Et il serait aisé aux esprits abstraits de retourner contre les autres leurs propres critiques. En fait une métaphore parfaite n’existe pas, une métaphore est toujours et forcément incohérente. Prenons les vers de Victor Hugo que j’ai cités plus haut : un esprit abstrait qui les analysera, comme il aura analysé les vers de Racine, ne sera pas embarrassé pour les déclarer dépourvus de sens et pour fournir des preuves à l’appui de son dire. Essayez consciencieusement d’appliquer à la nuit la métaphore du filet, essayez de vous représenter réellement l’image réalisée, vous serez bientôt arrêté, ou vous verrez un filet avec des poissons, ou vous verrez un ciel sombre avec des étoiles ; mais fondre les deux représentations en une seule n’est pas le fait d’un esprit qui s’apphque et cherche la précision. Si l’on voulait employer contre Victor Hugo les arguments de M. Théodore de Banville, son fidèle admirateur, il serait facile de mettre au défi un peintre de représenter un clairon fait « avec de l’équité condensée en airain » et qui nous est ainsi dépeint :

Sa dimension vague, ineffable, spectrale,
Sortant de l’éternel, entrait dans l’absolu.
Pour pouvoir mesurer ce tube, il eût fallu
Prendre la toise au fond du rêve, et la coudée
Dans la profondeur trouble et sombre de l’idée ;
Un de ses bouts touchait le bien, l’autre le mal ;
Et sa longueur allait de l’homme à l’animal,
Quoiqu’on ne vît point là d’animal et point d’homme ;
Couché sur terre, il eût joint Eden à Sodome[1].
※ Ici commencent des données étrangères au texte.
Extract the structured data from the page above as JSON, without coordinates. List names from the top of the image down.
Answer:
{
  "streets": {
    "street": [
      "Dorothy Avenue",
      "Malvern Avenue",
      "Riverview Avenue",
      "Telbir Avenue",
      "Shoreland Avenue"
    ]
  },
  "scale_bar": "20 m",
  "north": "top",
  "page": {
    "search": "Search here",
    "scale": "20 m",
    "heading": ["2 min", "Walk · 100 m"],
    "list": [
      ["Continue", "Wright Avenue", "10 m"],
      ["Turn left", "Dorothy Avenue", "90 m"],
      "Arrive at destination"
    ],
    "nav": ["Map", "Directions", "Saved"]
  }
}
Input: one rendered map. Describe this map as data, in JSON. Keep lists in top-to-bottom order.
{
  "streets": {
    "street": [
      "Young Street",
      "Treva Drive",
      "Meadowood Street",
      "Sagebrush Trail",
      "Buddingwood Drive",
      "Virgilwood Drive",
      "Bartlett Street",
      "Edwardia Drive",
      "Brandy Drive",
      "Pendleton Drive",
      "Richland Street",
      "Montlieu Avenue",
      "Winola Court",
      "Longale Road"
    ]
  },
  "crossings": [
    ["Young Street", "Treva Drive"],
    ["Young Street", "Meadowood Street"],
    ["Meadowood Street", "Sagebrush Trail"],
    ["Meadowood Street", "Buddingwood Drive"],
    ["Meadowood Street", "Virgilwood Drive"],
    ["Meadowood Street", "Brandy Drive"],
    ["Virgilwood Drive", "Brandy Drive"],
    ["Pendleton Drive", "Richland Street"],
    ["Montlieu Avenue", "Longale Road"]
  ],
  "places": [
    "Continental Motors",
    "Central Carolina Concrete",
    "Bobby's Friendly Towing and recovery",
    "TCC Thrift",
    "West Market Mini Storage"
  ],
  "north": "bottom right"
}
Ces critiques prouveraient surtout que l’on ne comprend pas la poésie de Hugo, mais elles peuvent nous servir à faire un pas de plus dans notre analyse psychologique. Pour l’esprit qui se fait volontiers des représentations concrètes, qui matérialise les idées, qui leur donne un corps, qui les incarne spontanément dans un système d’images, toutes ces images n’ont pas la même valeur, ni la

  1. Victor Hugo, la Légende des siècles : la Trompette du jugement.